Renaissance Astronomy
The following notes are excerpted from Journey to the Cosmic Frontier by John D. Fix, Archives of the Universe by Marcia Bartusiak, and Coming of Age in the Milky Way by Timothy Ferris.
Nicolaus Copernicus wrote Commentariolus (Little
Commentary) in 1514 and proposed a model of the heavens in which
he brashly asserted that the Sun is the center of the universe.
We revolve around the Sun just as any other planet,
he wrote. Copernicus was not concerned with a moving Earth, but
he objected to a celestial sphere rotating around a stationary
Earth. To him, a stationary heavens with the source of light and
heat resting at a stationary throne in the center was a more noble
configuration than a stationary Earth. By the time of Copernicus,
western philosophers — in particular, the theologian St. Thomas
Aquinas — had rediscovered the works of ancient Greece and
had come to revere Aristotle and his vision of perfect circular
motion. This belief would come back to haunt the work of Copernicus
as he discovered, just like Ptolemy thirteen centuries earlier,
that the heavens had no need to satisfy earthly aesthetics. Much
to his chagrin, he eventually had to add epicycles to his heliocentric
model and even reintroduce the idea of the equant for off-center motion.
In his completed treatise, De Revolutionibus Orbium Coelestium (On
the Revolutions of the Heavenly Spheres), a well-meaning theologian
wishing to protect Copernicus from controversy — and possibly heresy
charges — added an introduction to the book stating that a sun-centered
model was merely a mathematical convenience
and should not
be taken literally.
Copernicus' model provided a more elegant solution to the retrograde motion of planets (it is the motion of Earth that is the cause), but Ptolemy's model was still quite capable of providing accurate planetary positions. Copernicus' model was no more accurate than Ptolemy's and in some cases was much worse. Ironically, Copernicus' desire to restore an Aristotelian aesthetic to the motion of the heavens required a moving Earth, but resulted in simplified explanations of planetary motions.
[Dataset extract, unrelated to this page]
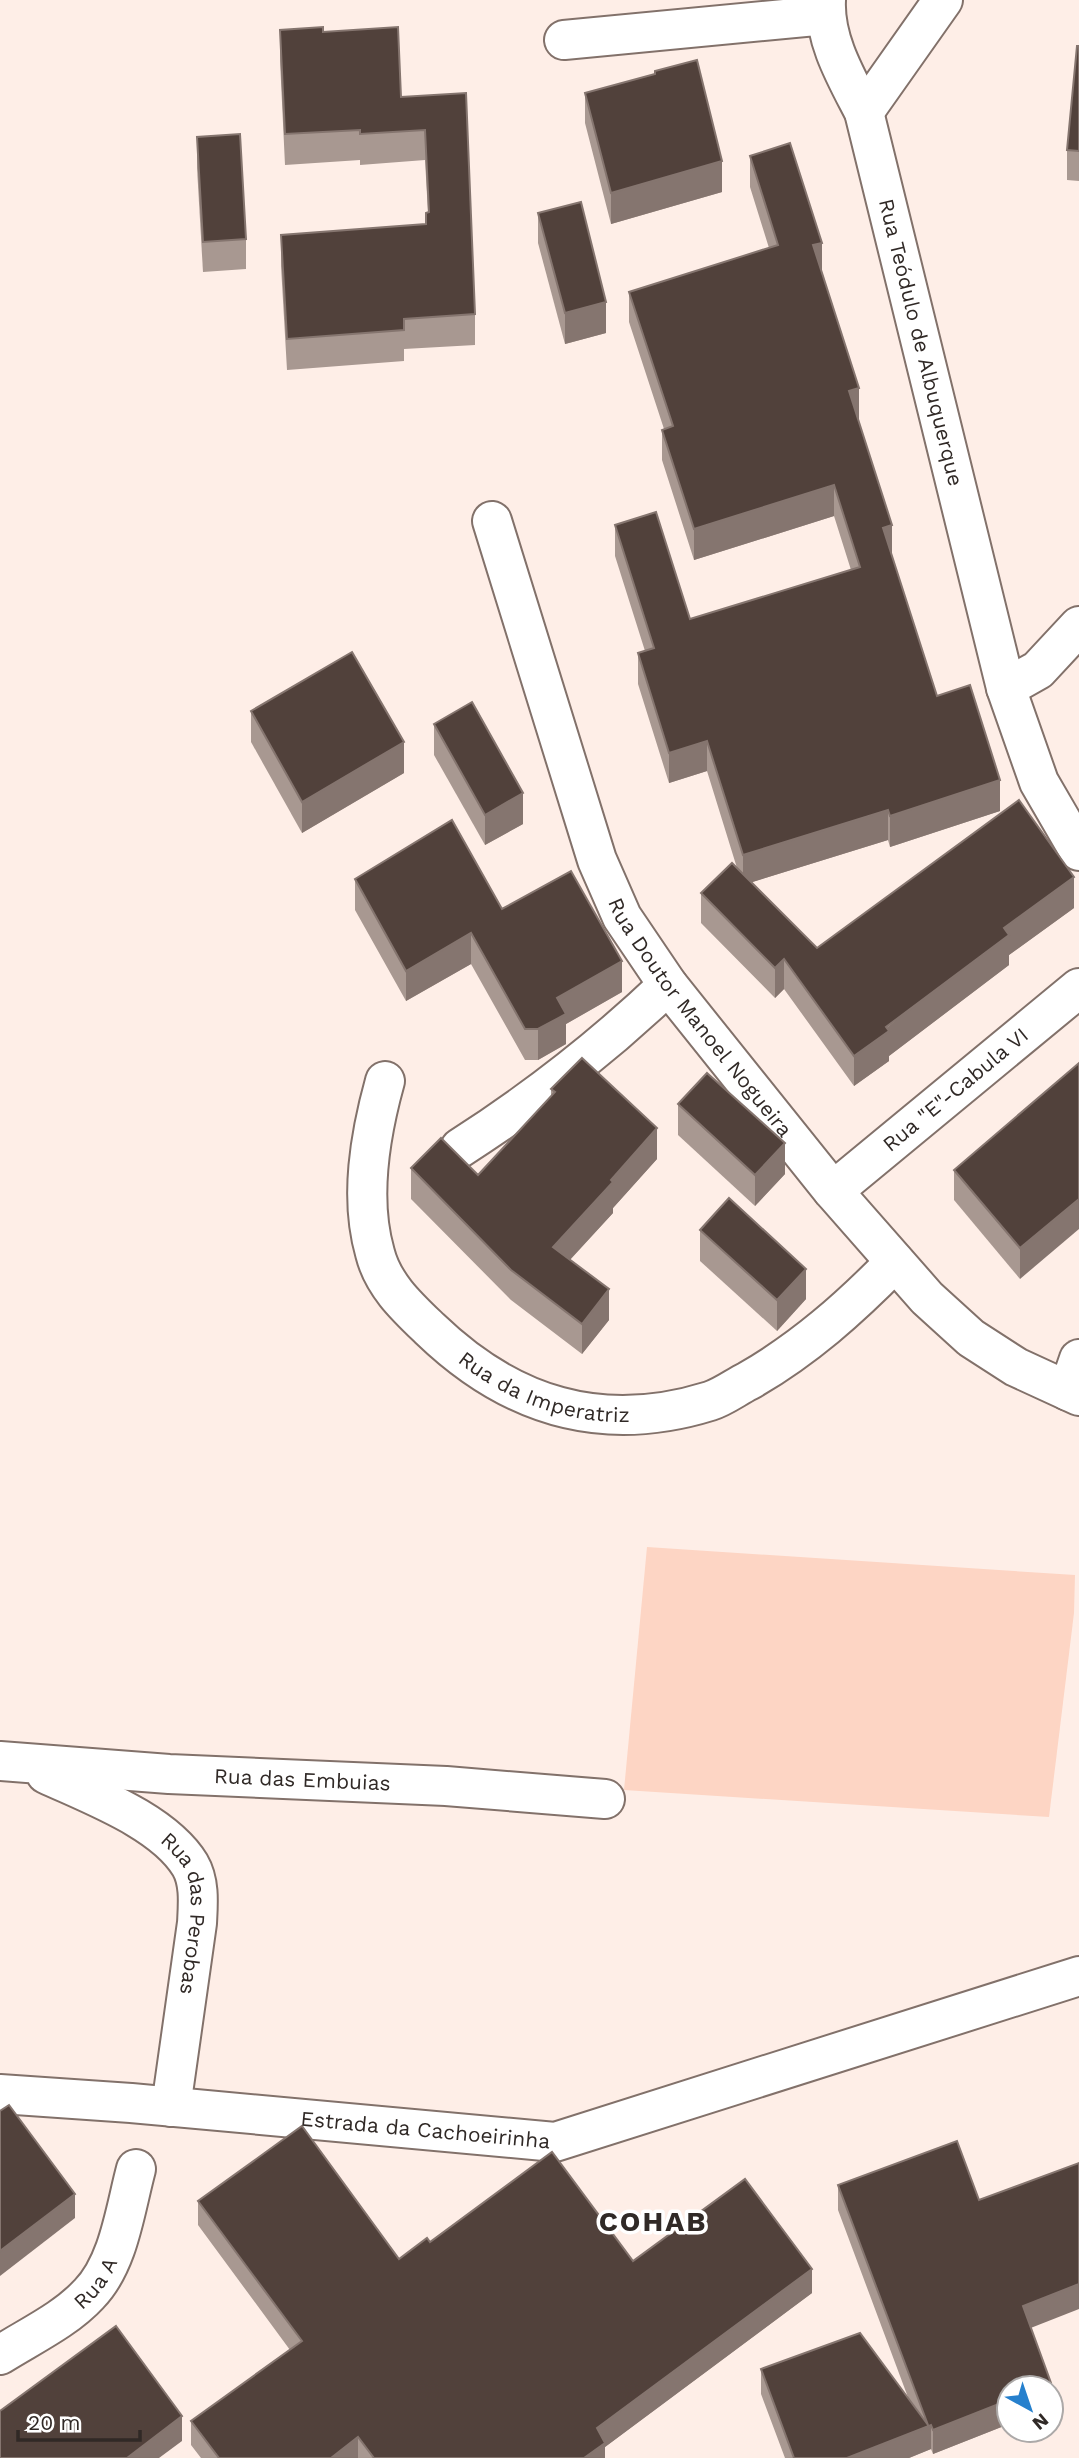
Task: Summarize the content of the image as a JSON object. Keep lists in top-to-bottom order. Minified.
{"streets":{"street":["Rua Teódulo de Albuquerque","Rua Doutor Manoel Nogueira","Rua \"E\"-Cabula VI","Rua da Imperatriz","Rua das Embuias","Rua das Perobas","Estrada da Cachoeirinha","Rua A"]},"crossings":[["Rua Doutor Manoel Nogueira","Rua \"E\"-Cabula VI"],["Rua Doutor Manoel Nogueira","Rua da Imperatriz"],["Rua das Embuias","Rua das Perobas"],["Rua das Perobas","Estrada da Cachoeirinha"]],"districts":["COHAB"],"scale_bar":"20 m","north":"bottom right"}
While planetary motions were simplified, Copernicus actually complicated the lives of natural philosophers trying to unravel the mysteries of Earthly dynamics: namely, why we don't feel Earth's rotation and why objects thrown into the air are not left behind by a moving Earth.
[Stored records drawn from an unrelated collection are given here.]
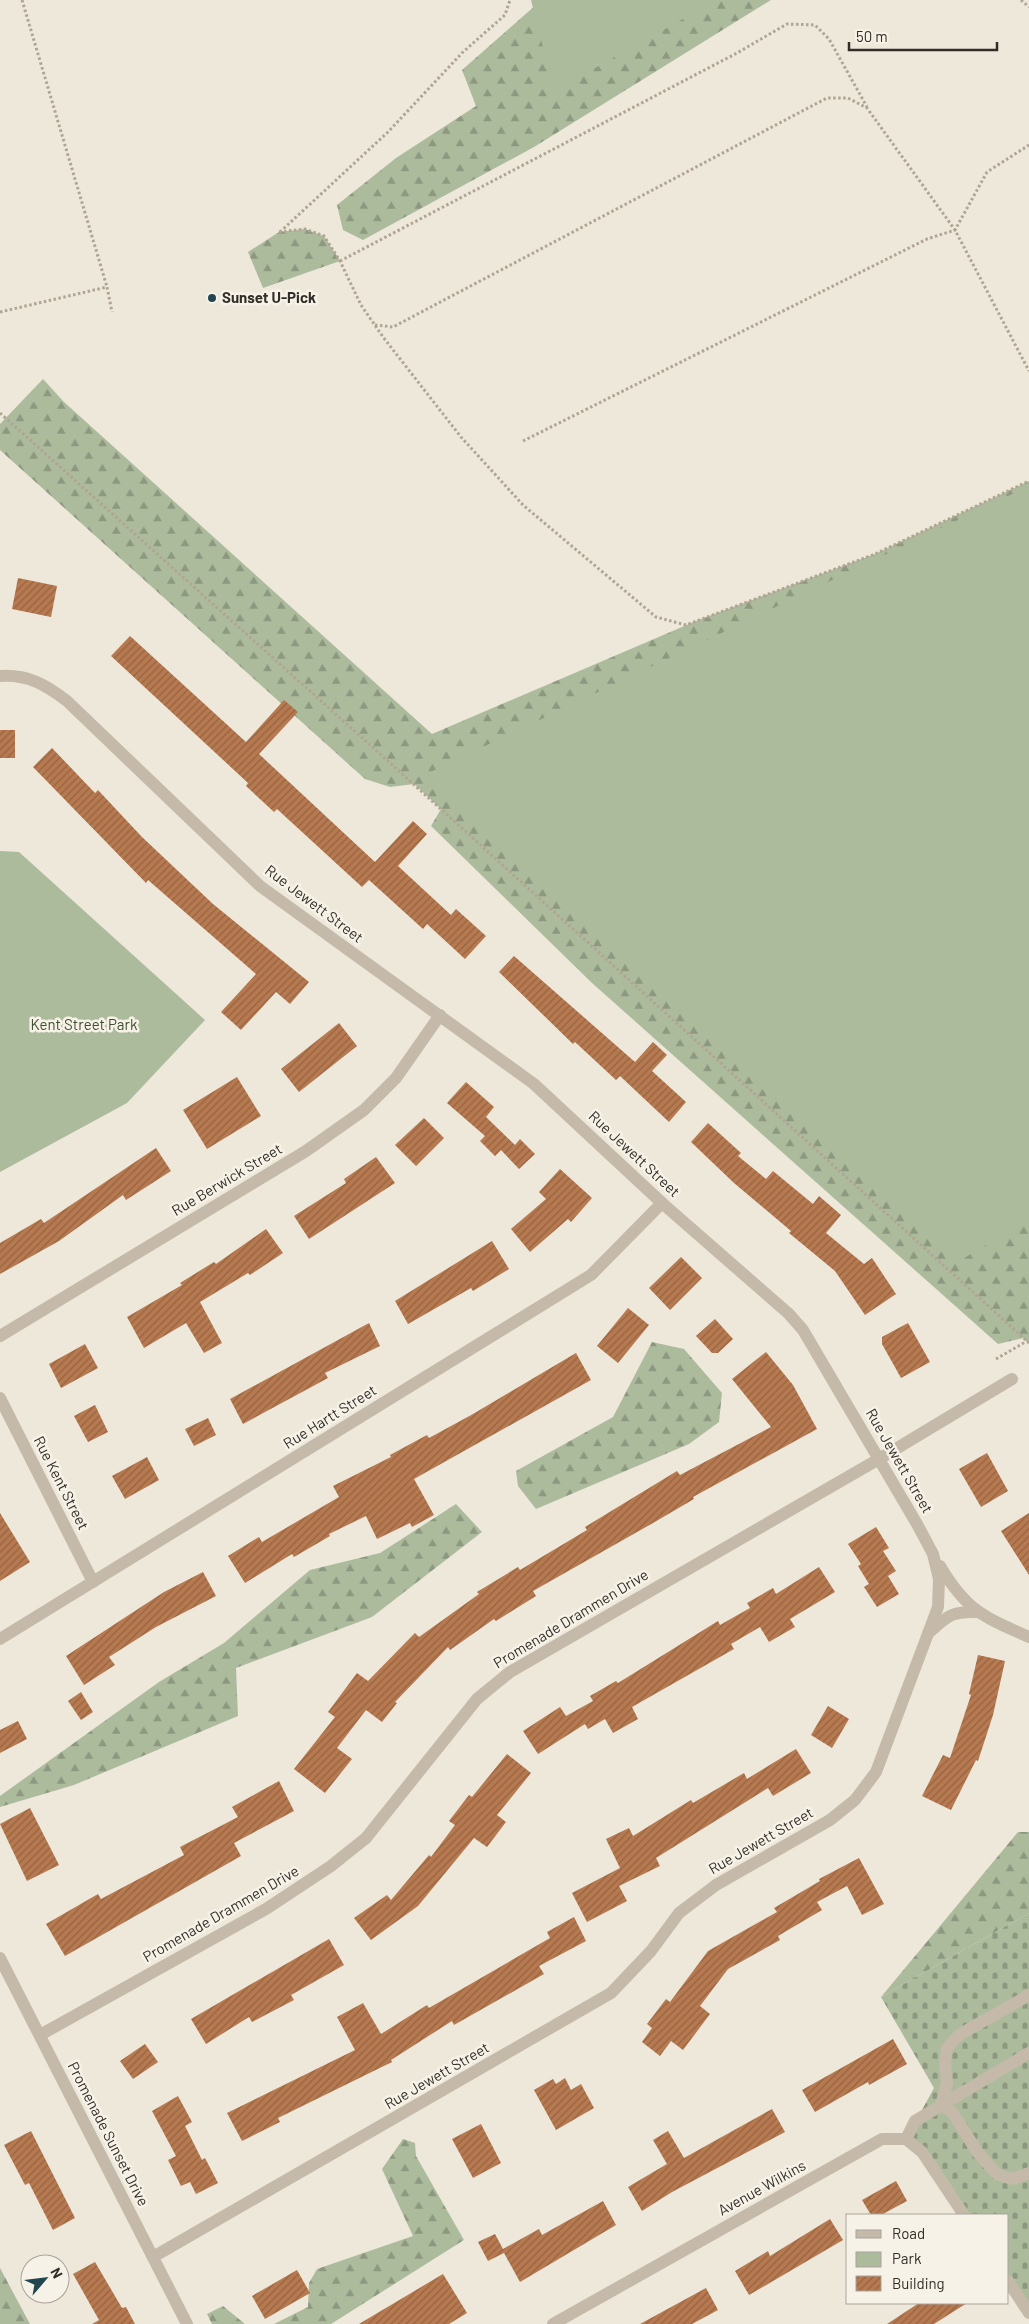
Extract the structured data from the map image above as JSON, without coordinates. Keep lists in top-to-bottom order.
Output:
{
  "streets": {
    "street": [
      "Rue Jewett Street",
      "Rue Berwick Street",
      "Rue Hartt Street",
      "Rue Kent Street",
      "Promenade Drammen Drive",
      "Promenade Sunset Drive",
      "Avenue Wilkins"
    ]
  },
  "crossings": [
    ["Rue Jewett Street", "Rue Berwick Street"],
    ["Rue Jewett Street", "Rue Hartt Street"],
    ["Rue Jewett Street", "Promenade Drammen Drive"],
    ["Rue Jewett Street", "Promenade Sunset Drive"],
    ["Rue Hartt Street", "Rue Kent Street"],
    ["Promenade Drammen Drive", "Promenade Sunset Drive"]
  ],
  "parks": ["Kent Street Park"],
  "places": ["Sunset U-Pick"],
  "legend": ["Road", "Park", "Building"],
  "scale_bar": "50 m",
  "north": "top right"
}
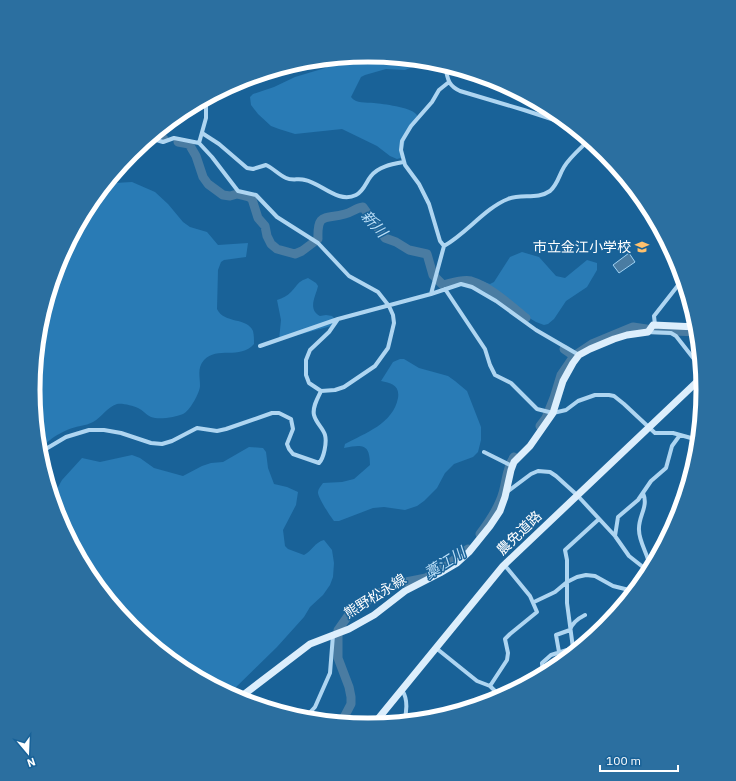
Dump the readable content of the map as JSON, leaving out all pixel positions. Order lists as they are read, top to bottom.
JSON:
{
  "streets": {
    "main road": ["農免道路", "熊野松永線"]
  },
  "water": ["新川", "藁江川"],
  "places": {
    "school or university": ["市立金江小学校"]
  },
  "scale_bar": "100 m",
  "north": "bottom"
}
The last of the great pre-telescopic observers, Tycho Brahe made observations that pave the way for unraveling the mystery of planetary motions, but also cast more doubt on the Aristotelian world view of an immutable heavens. After observing a nova stella (supernova) and comet, Tycho ascertained that both were located beyond the "region of Element", or beyond the Moon's orbit. That the comet moved across the sky, and presumably through the crystalline spheres, made Tycho question the reality of the spheres.
By making the most accurate naked-eye observation known, Tycho and his assistants were able to measure the length of the year to within 1 second, determine how the earth's atmosphere bent starlight, and refined the precession rate discovered by Hipparchus. As a transitional figure between medieval and Renaissance astronomy, Tycho could not accept Copernicus' bold, new model and stubbornly maintained that the heavens moved around Earth. His only concession was to propose that the earth was stationary and that the Sun — carrying all the planets with it — moved around Earth.
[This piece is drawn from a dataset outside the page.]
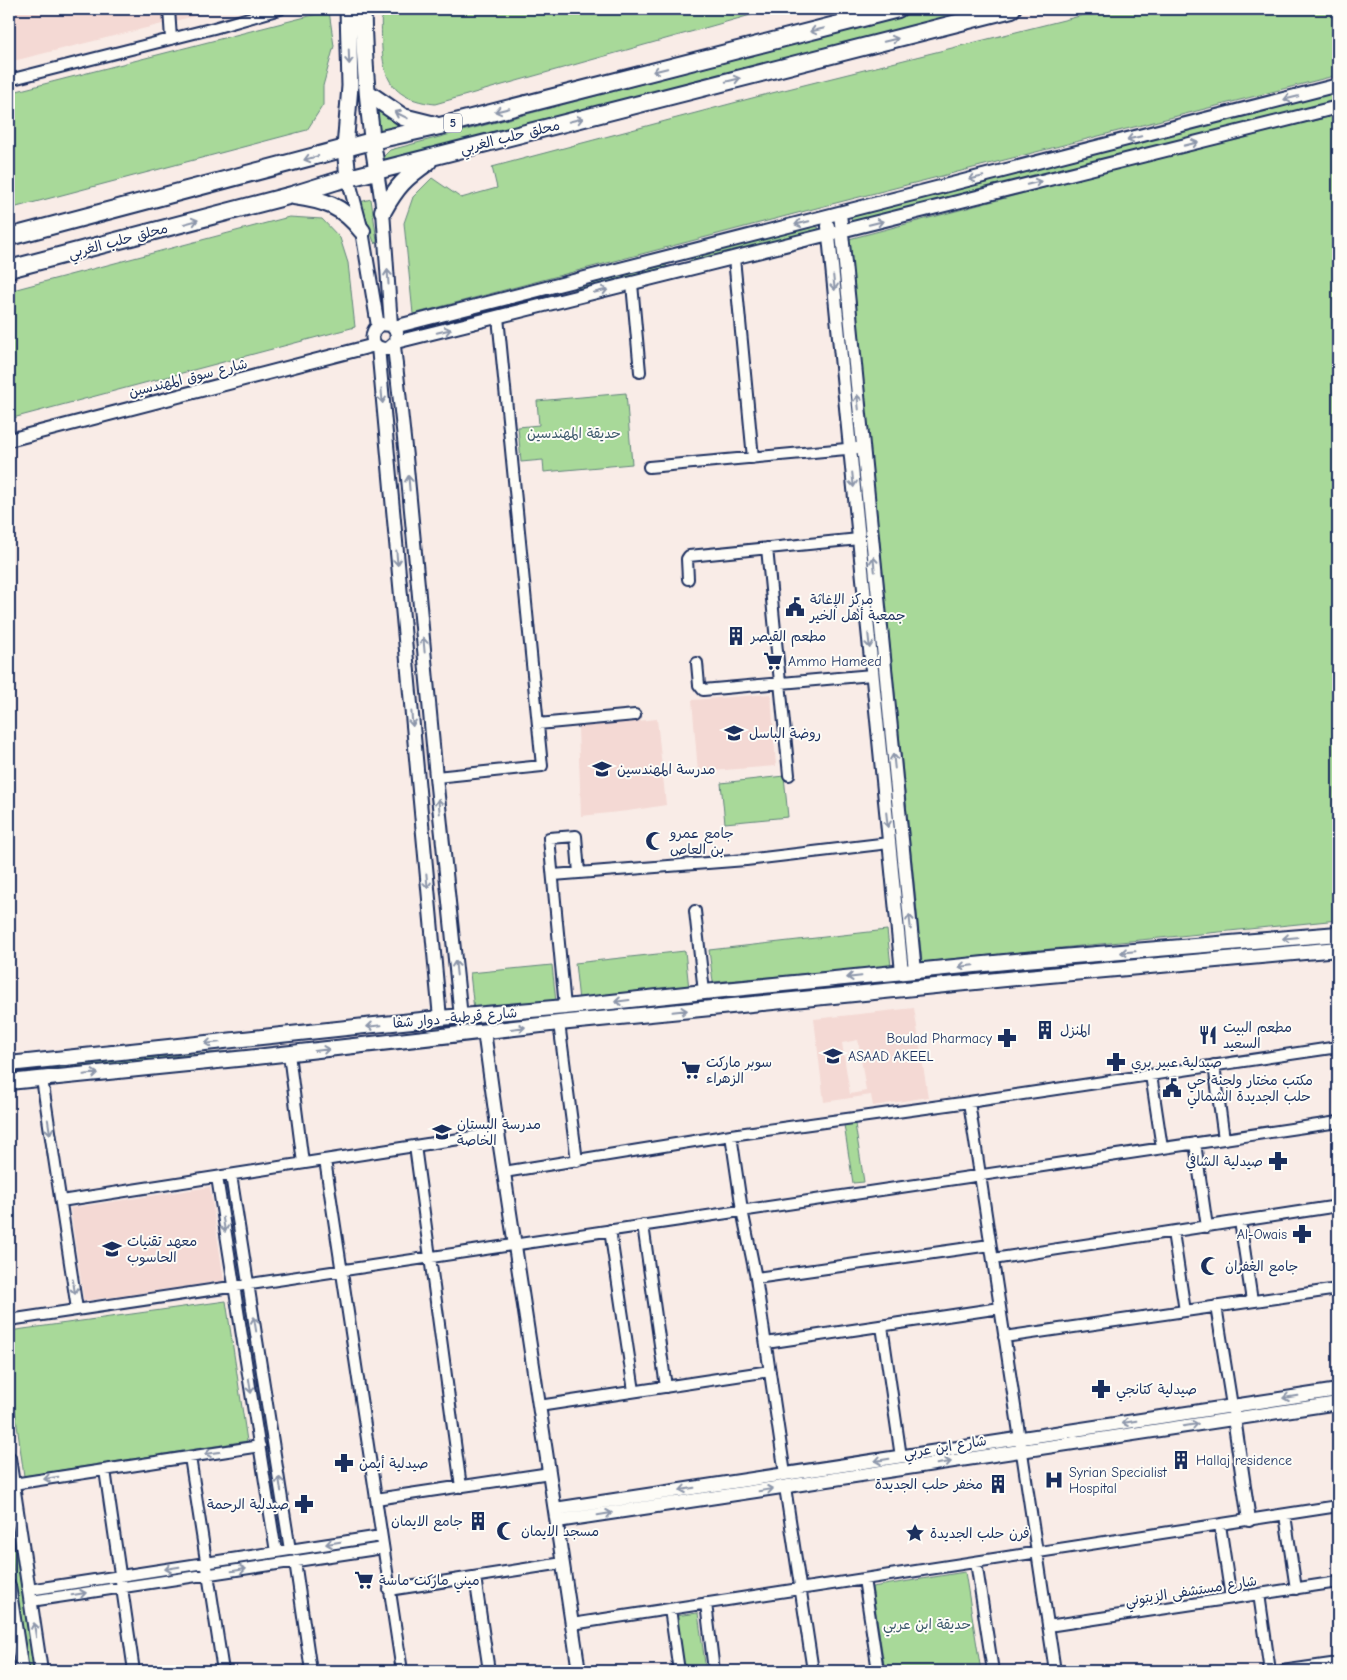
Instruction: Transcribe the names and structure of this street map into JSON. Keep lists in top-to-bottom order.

In 1600 Tycho hired Johannes Kepler, who knew of Tycho's work and was anxious to solve the riddle of planetary motion, to be his chief assistant. Unfortunately, Tycho's ego and awareness that Kepler was a far superior mathematican moved Tycho to assign various mundane tasks to his assistant instead of sharing the precious planetary observations needed by Kepler. The untimely death of Tycho changed all of that.
A confirmed Copernican, Johannes Kepler devoted much of his life after the death of Tycho Brahe to determining the motions of the heavens. His goal was to "demonstrate from observations" the motions of the planets. Kepler discovered a geometric rule that explained the size of a planet's orbit and its speed and published his findings in the Cosmographic Mystery in 1596. He based his fanciful ideas on the shapes of the five Platonic solids (a cube, tetrahedron, dodecahedron, icosahedron, and octahedron) nested inside each other. The mathematics impressed Tycho Brahe so much that he invited Kepler to work for him. Upon Tycho's death, Kepler set out to solve the riddle of the motion of Mars—a task assigned by Tycho prior to his death. Boasting he would solve the mystery in a week, it took nine years!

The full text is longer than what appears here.